On Tru64 UNIX, your Compaq COBOL programs can also call routines written in other languages, including system services routines on Tru64 UNIX. These calls must conform to the Tru64 UNIX Calling Standard for Alpha Systems.

For information on Tru64 UNIX, refer to the Tru64 UNIX operating system documentation. Alternatively, use the man -k command to search through the man pages for topics. For example, to find all routines containing the string "curses," enter the following command:

% man -k curses

The operating system will display information similar to the following:

curses (3) - Library that controls cursor movement and windowing curses_intro (3) - Introduction to the curses routines which optimizes terminal screen handling and updating restartterm (3) - Restart terminal for curses application <>

13.1 Routines, Procedures, and Functions

The terms routine, procedure, and function are used throughout this chapter. A routine is a closed, ordered set of instructions that performs one or more specific tasks. Every routine has an entry point (the routine name) and optionally an argument list. Procedures and functions are specific types of routines: a procedure is a routine that does not return a value, whereas a function is a routine that returns a value by assigning that value to the function's identifier. In COBOL, routines are also referred to as subprograms and called programs.

System routines are prewritten operating system routines that perform common tasks, such as finding the square root of a number or allocating virtual memory. You can call any system routine from your program, provided that COBOL supports the data structures required to call the routine. The system routines used most often are Run-Time Library routines and system services.

For more information on system routines on OpenVMS Alpha, refer to the OpenVMS RTL Library (LIB$) Manual and the OpenVMS System Services Reference Manual. <>

13.2 The OpenVMS Alpha Calling Standard (OpenVMS)

The OpenVMS Calling Standard and the OpenVMS Programming Interfaces: Calling a System Routine describe the concepts used by all OpenVMS Alpha languages for invoking routines and passing data between them. The following attributes are specified by the OpenVMS Calling Standard:

• Register usage
• Stack usage
• Function value return
• Argument list

The following sections discuss these attributes in more detail. The OpenVMS Calling Standard also defines such attributes as the calling sequence, the argument data types and descriptor formats, condition handling, and stack unwinding.

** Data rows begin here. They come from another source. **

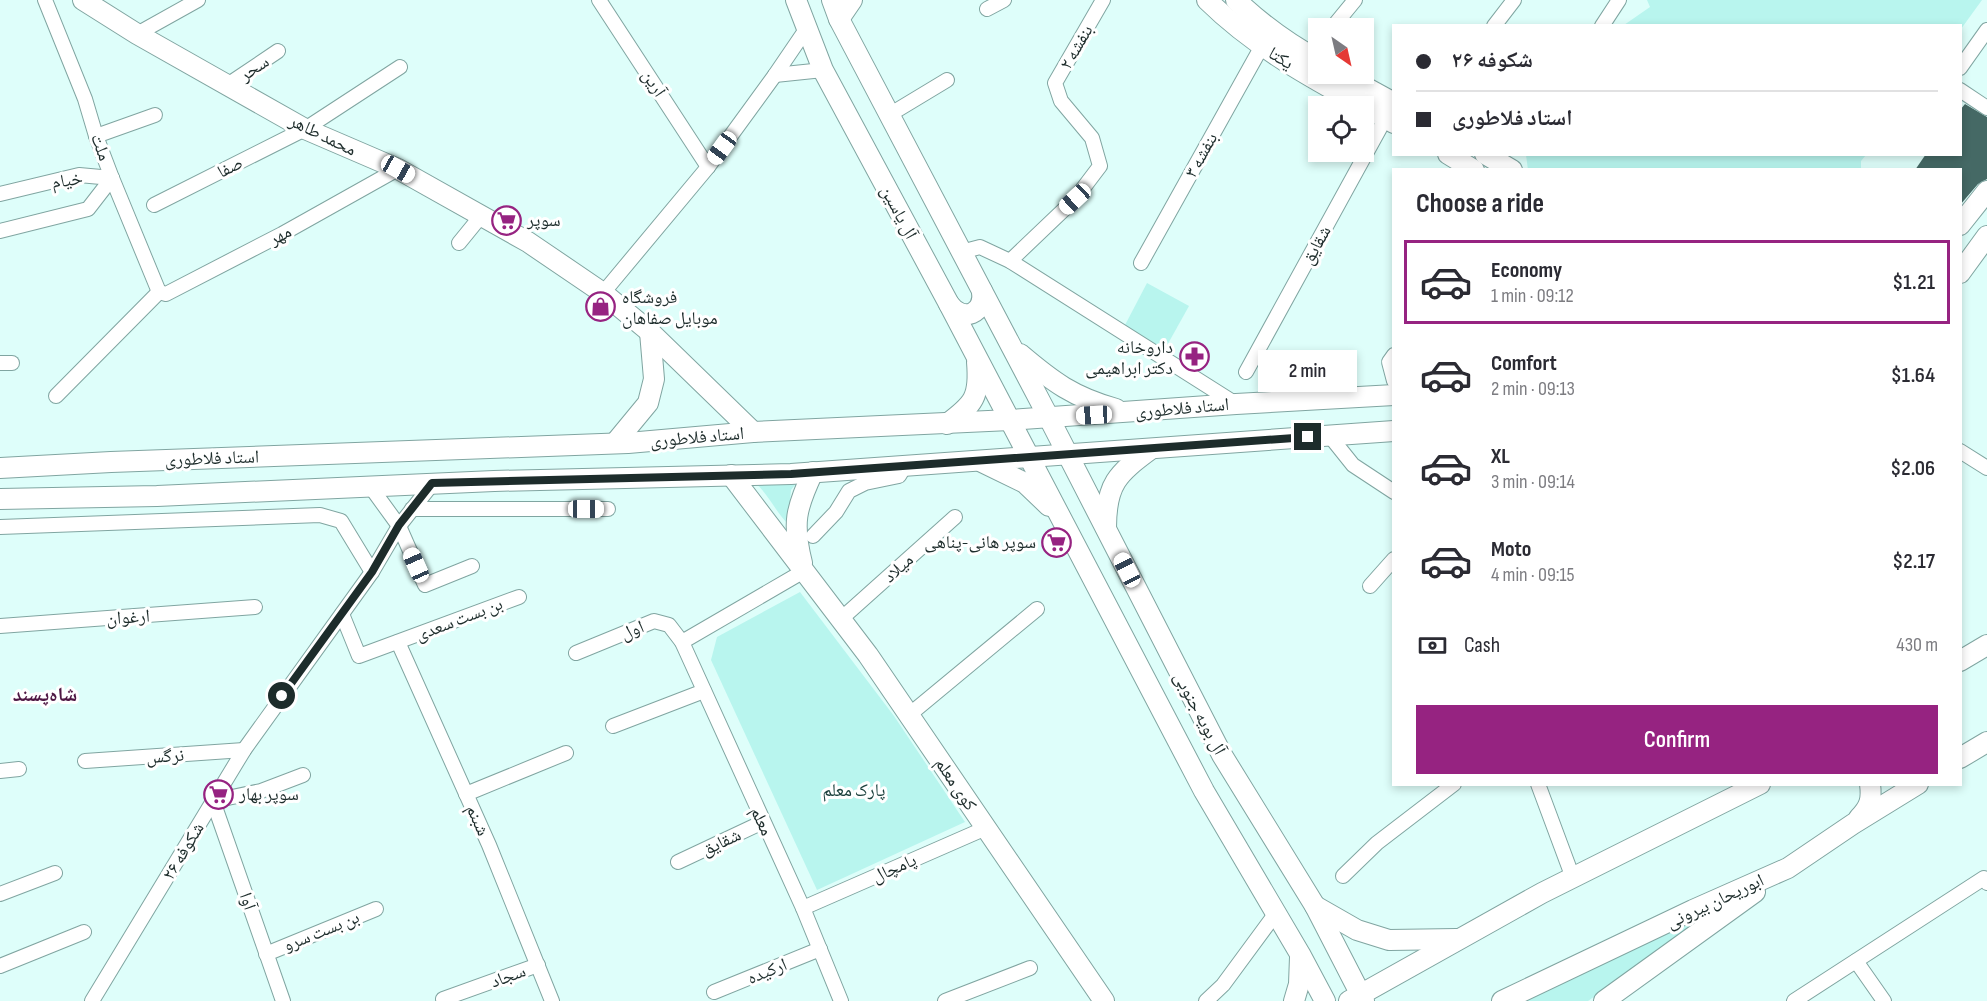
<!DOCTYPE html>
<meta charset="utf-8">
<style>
:root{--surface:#fff;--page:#f7f7f7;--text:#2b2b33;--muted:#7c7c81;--line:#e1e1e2;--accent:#962381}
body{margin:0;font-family:"Sofia Sans Condensed","Noto Naskh Arabic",sans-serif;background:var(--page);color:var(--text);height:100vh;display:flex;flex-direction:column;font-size:22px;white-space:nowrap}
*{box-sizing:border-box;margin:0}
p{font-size:20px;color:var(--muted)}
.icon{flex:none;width:33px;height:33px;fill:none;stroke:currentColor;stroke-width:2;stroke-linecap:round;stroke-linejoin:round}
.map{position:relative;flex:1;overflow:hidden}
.details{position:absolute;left:1392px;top:168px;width:570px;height:618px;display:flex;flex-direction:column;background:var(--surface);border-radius:0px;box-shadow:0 3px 9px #0003}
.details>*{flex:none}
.banner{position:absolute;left:1392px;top:24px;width:570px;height:132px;border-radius:0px;box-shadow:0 3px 9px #0003;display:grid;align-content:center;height:132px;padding:0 24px;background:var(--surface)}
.needle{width:39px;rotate:146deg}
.buttons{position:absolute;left:1308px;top:18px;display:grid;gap:12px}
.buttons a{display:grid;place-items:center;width:66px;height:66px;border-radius:0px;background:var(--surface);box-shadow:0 3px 9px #0003;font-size:30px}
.end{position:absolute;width:27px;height:27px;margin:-14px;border:8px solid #1d2c2b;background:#fff;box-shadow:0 0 0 3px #fff}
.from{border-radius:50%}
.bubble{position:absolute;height:42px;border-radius:0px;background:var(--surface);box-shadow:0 3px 9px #0003;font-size:20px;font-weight:600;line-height:42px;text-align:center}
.car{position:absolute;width:18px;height:36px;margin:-18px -9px;border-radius:8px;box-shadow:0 0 4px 2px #0007;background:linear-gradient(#fff 24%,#345 0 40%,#fff 0 76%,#345 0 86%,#fff 0)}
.banner b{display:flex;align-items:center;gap:21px;height:57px;font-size:22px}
.banner b+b{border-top:2px solid var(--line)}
.banner i{width:15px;height:15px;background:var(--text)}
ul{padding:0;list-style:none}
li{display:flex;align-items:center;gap:18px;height:84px;margin:0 12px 9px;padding:0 12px;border:3px solid transparent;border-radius:0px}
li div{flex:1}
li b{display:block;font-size:22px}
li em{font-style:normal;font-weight:600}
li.active{border-color:var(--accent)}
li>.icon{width:54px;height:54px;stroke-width:1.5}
h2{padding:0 24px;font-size:27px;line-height:72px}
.pay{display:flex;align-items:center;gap:15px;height:66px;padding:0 24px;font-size:22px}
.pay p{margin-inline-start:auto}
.primary-button{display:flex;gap:12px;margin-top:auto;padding:12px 24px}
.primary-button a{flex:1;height:69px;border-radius:0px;background:var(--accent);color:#fff;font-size:24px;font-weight:600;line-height:69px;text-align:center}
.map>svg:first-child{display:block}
</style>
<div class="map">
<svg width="1987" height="1001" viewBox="0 0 1987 1001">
<rect width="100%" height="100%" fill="#defefa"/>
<g fill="#b8f5ee">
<path d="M1647,0H1982L1961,29L1960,26L1624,25L1650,7Z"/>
<path d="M1526,155V154L1866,155L1861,161V170H1528Z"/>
<path d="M1147,283L1189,306L1165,349L1124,327Z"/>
<path d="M798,481L791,490L788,524C774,510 769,494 754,482Z"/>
<path d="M800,592L894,716L965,822L817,890L711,660L717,637Z"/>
<path d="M1717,910L1588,1001H1524Z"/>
</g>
<path fill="#456965" d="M1965,104L1987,117V179L1978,184L1960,205V170H1915L1926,154H1960V110Z"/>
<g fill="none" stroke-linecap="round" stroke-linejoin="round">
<defs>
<g id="street">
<path d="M45,0L85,99L96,136L112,178L159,292"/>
<path d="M599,0L708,167"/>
<path d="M987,9L1004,0"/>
<path d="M1494,26L1514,0"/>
<path d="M1602,26L1619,0"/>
<path d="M1332,28L1355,0"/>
<path d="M137,34L198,0"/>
<path d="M1960,68L1987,30"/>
<path d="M775,75L823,70"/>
<path d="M229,84L278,51"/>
<path d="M1960,90L1987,108"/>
<path d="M889,115L947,80"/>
<path d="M96,136L155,115"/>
<path d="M0,194L79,175L112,178"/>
<path d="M154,205L305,129L400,67"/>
<path d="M0,231L88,209L112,178"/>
<path d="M459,243L481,216"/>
<path d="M961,252L980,247L1010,261L1236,404"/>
<path d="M1010,261L1075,199L1100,166L1092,138L1061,101L1055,83L1103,0"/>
<path d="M1141,263L1262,46"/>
<path d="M159,292L166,294L282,234L398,169"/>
<path d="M603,293L708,167L775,75L807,28"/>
<path d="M1394,355L1389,362L1394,381"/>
<path d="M0,363H12"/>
<path d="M1246,372L1385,119"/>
<path d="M56,396L159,292"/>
<path d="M1329,435L1353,465L1394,492"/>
<path d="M1960,451L1987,468"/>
<path d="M370,486L399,526L425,585L472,566"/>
<path d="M412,509H608"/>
<path d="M0,527L320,515L341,521L372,572"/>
<path d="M813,536L836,512L849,491L865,483L899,476L905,466"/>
<path d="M1370,586L1394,559"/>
<path d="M342,614L359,656L519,597"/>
<path d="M841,619L955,517"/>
<path d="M0,626L255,607"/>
<path d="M398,642L489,845L552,1001"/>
<path d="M682,642L804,571"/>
<path d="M576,653L654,621L669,625L682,642L803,908L841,1001"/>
<path d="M909,715L1037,609"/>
<path d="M613,726L704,691"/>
<path d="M85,761L244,750"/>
<path d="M0,771L19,769"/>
<path d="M1538,784L1573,878"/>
<path d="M466,794L566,753"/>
<path d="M678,862L763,822"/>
<path d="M1343,876L1377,843L1454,784"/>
<path d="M0,894L55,873"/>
<path d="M803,908L986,828"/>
<path d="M266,954L376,909"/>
<path d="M1856,961L1884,1001"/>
<path d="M0,966L84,932"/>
<path d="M714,992L820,949"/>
<path d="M443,999L538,965"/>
<path d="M92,1001L244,750L372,572L399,526L433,483"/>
<path d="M283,1001L213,801L261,791L303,775"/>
<path d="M945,1001L1030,968"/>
<path d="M1206,1001L1223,985L1276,913"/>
<path d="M1794,1001L1984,878L1987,883"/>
</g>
<g id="secondary">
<path d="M83,0L137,34L305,129L398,169L528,242L603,293L650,332L753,432"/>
<path d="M796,0L823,70L949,304L1204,791L1300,954L1325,1001"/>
<path d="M832,0L839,19L1049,418L1222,755L1315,906L1364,1001"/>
<path d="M1207,0C1262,54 1327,86 1394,123"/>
<path d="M1236,0C1261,24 1289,44 1318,60"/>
<path d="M839,19L852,0"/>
<path d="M1341,74L1394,103"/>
<path d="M1448,154L1474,170"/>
<path d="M1485,154L1512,170"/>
<path d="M1960,225L1987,191"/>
<path d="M1960,273L1987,236"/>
<path d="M949,304C963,323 985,314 982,291"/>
<path d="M1020,354C1053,382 1073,397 1116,409"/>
<path d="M947,424C974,404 980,397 977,362"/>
<path d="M615,443L648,403L654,379L650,332"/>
<path d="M982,462L1025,483L1049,506"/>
<path d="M0,468L111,462L628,443L753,432L1010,420L1236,404L1394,395"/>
<path d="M731,475L868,655L1104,1001"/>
<path d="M0,499L157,496L494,481L791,474L1394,431"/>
<path d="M1106,528C1106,484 1117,474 1151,449"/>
<path d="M802,563C792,523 796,508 813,472"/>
<path d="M1960,661L1987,645"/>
<path d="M1960,758L1987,742"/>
<path d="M1859,818C1870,807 1872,799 1870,784"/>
<path d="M1315,906L1357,930L1389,940L1457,939"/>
<path d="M1294,1001L1299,984L1300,957"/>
<path d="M1349,1001L1542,893L1760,784"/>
<path d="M1502,1001L1693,910L1788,868L1853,824L1918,784"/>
<path d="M1604,1001L1755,892"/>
</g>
</defs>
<use href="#street" stroke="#80a5a1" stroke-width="16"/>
<use href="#secondary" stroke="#80a5a1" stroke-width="22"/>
<use href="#street" stroke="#fff" stroke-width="14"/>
<use href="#secondary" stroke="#fff" stroke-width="20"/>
</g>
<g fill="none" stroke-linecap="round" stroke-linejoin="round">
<path stroke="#1d2c2b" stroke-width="8" d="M282,696L372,572L399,525L432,483L791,474L1308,437"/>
</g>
<defs>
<symbol id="supermarket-ring" viewBox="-11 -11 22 22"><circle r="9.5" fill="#fff" stroke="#962381" stroke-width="1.5"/><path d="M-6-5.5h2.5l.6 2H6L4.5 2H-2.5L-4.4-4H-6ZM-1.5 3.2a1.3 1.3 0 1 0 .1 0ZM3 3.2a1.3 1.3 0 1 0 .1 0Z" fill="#962381"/></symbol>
<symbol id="shop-ring" viewBox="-11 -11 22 22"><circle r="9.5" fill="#fff" stroke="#962381" stroke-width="1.5"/><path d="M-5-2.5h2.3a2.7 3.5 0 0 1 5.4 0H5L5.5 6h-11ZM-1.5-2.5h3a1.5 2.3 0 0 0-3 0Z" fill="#962381"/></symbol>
<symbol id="pharmacy-ring" viewBox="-11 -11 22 22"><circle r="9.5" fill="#fff" stroke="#962381" stroke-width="1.5"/><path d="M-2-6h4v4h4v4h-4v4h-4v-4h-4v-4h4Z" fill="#962381"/></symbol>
</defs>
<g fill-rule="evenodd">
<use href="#supermarket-ring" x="490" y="204" width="33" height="33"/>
<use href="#shop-ring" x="584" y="290" width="33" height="33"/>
<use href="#pharmacy-ring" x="1178" y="340" width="33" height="33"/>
<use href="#supermarket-ring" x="1040" y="526" width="33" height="33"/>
<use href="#supermarket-ring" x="202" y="778" width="33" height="33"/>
</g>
<g text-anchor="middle" stroke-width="6" stroke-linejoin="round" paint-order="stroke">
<g font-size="18" fill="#1d2c2b" stroke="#fff">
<text transform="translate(1076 47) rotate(-60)" y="6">بنفشه ۲</text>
<text transform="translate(1281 58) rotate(32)" y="6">یکتا</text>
<text transform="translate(254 68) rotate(-34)" y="6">سحر</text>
<text transform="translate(654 83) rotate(57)" y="6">آرین</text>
<text transform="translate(323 135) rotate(26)" y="6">محمد طاهر</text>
<text transform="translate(101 147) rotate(70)" y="6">ملت</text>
<text transform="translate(1201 155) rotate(-61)" y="6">بنفشه ۳</text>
<text transform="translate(230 167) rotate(-27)" y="6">صفا</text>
<text transform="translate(67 180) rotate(-9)" y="6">خیام</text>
<text transform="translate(899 212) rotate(62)" y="6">آل یاسین</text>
<text transform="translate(280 235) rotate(-28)" y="6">مهر</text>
<text transform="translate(1316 245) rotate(-61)" y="6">شقایق</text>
<text transform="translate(1182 408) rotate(-5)" y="6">استاد فلاطوری</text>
<text transform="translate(697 437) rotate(-5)" y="6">استاد فلاطوری</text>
<text transform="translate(212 458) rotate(-2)" y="6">استاد فلاطوری</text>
<text transform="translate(898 568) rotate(-42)" y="6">میلاد</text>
<text transform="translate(128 617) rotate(-4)" y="6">ارغوان</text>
<text transform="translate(459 619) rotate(-21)" y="6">بن بست سعدی</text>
<text transform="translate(632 630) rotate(-22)" y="6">اول</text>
<text transform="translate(1200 713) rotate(62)" y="6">آل بویه جنوبی</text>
<text transform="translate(165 756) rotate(-4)" y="6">نرگس</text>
<text transform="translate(956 784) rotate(56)" y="6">کوی معلم</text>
<text transform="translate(478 820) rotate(66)" y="6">شبنم</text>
<text transform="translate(762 821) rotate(65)" y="6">معلم</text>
<text transform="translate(721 842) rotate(-25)" y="6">شقایق</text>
<text transform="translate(183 851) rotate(-59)" y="6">شکوفه ۲۶</text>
<text transform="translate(894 868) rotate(-24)" y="6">پامچال</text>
<text transform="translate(248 901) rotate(71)" y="6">آوا</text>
<text transform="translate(1715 901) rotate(-25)" y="6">ابوریحان بیرونی</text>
<text transform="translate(321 931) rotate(-22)" y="6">بن بست سرو</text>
<text transform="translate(767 971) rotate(-22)" y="6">ارکیده</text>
<text transform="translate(508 976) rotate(-20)" y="6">سجاد</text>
</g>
<g font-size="18" fill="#1d2c2b" stroke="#fff" text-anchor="start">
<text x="527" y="226">سوپر</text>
<text x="622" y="303">فروشگاه<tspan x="622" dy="21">موبایل صفاهان</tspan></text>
<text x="1173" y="353" text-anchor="end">داروخانه<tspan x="1173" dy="21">دکتر ابراهیمی</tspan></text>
<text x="1036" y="548" text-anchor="end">سوپر هانی-پناهی</text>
<text x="239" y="800">سوپر بهار</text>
</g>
<g font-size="18" fill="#1b413d" stroke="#fff">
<text x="854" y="796">پارک معلم</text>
</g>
<g font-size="20" font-weight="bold" fill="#4e1743" stroke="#fff">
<text x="45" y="701">شاه‌پسند</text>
</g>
</g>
</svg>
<div class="buttons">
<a><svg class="needle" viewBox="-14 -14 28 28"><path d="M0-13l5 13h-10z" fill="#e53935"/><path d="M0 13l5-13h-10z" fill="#7c7c81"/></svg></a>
<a><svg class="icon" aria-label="locate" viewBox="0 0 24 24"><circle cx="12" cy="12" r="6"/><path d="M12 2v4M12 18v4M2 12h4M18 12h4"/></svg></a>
</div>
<i class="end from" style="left:282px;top:696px"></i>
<i class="end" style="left:1308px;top:437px"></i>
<div class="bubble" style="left:1258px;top:350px;width:99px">2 min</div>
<i class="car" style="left:722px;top:148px;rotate:216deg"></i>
<i class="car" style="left:398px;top:169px;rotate:119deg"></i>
<i class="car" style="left:1075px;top:199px;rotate:227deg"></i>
<i class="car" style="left:1094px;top:415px;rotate:267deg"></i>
<i class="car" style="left:586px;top:509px;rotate:90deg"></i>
<i class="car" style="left:416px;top:565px;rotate:336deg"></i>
<i class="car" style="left:1127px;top:570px;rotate:333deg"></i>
<div class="banner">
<b><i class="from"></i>شکوفه ۲۶</b>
<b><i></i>استاد فلاطوری</b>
</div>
<section class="details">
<h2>Choose a ride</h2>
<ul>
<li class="active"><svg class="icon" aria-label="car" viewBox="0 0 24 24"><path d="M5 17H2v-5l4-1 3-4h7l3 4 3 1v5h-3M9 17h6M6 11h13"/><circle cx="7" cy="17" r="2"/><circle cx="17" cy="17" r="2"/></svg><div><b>Economy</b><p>1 min · 09:12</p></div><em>$1.21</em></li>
<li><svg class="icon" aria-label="car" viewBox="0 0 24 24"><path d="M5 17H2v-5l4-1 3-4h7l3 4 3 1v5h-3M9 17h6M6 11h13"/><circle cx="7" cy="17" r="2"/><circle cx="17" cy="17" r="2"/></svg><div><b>Comfort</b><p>2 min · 09:13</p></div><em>$1.64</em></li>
<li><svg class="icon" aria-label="car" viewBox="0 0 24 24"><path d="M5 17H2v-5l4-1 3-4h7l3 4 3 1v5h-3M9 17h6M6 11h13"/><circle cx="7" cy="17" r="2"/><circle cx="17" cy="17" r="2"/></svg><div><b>XL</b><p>3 min · 09:14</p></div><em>$2.06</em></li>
<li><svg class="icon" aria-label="car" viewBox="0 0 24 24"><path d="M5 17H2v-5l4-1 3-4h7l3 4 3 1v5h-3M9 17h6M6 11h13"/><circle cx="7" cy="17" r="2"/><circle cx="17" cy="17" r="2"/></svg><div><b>Moto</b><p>4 min · 09:15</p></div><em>$2.17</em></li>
</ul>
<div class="pay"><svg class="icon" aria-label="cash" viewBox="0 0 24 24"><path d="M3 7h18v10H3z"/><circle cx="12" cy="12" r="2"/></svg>Cash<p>430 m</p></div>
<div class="primary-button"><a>Confirm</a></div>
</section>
</div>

These attributes are discussed in detail in the OpenVMS Programming Concepts manual.

13.2.1 Register and Stack Usage

The OpenVMS Alpha architecture provides 32 general purpose integer registers (R0-R31) and 32 floating-point registers (F0-F31), each 64 bits in length. The OpenVMS Programming Interfaces: Calling a System Routine defines the use of these registers, as listed in Table 13-1.

Table 13-1 OpenVMS Alpha Register Usage (OpenVMS)

Register	Use
R0	Function value return register (see also F0, F1)
R1	Conventional scratch register
R2-R15	Conventional saved registers
R16-R21	Argument registers, one register per argument, additional arguments are placed on the stack
R22-R24	Conventional scratch registers
R25	Argument information (AI); contains argument count and argument type
R26	Return address (RA) register
R27	Procedure value (PV) register
R28	Volatile scratch register
R29	Frame pointer (FP)
R30	Stack pointer (SP)
R31	Read As Zero/Sink (RZ) register
PC	Program counter
F0,F1	Function value return registers for floating-point values (F1 is used if floating-point data exceeds 8 bytes)
F2-F9	Conventional saved registers for floating-point values
F10-F15	Conventional scratch registers for floating-point values
F16-F21	Argument registers for floating-point values (one per argument, additional arguments are placed on the stack)
F22-F30	Conventional scratch registers
F31	Read As Zero/Sink (RZ) register

A stack is a LIFO (last-in/first-out) temporary storage area that the system allocates for every user process. The system keeps information about each routine call in the current image on the call stack. Then, each time you call a routine, the system creates a structure on the stack, defined as a stack frame and further discussed in the OpenVMS Calling Standard and the OpenVMS Programming Interfaces: Calling a System Routine.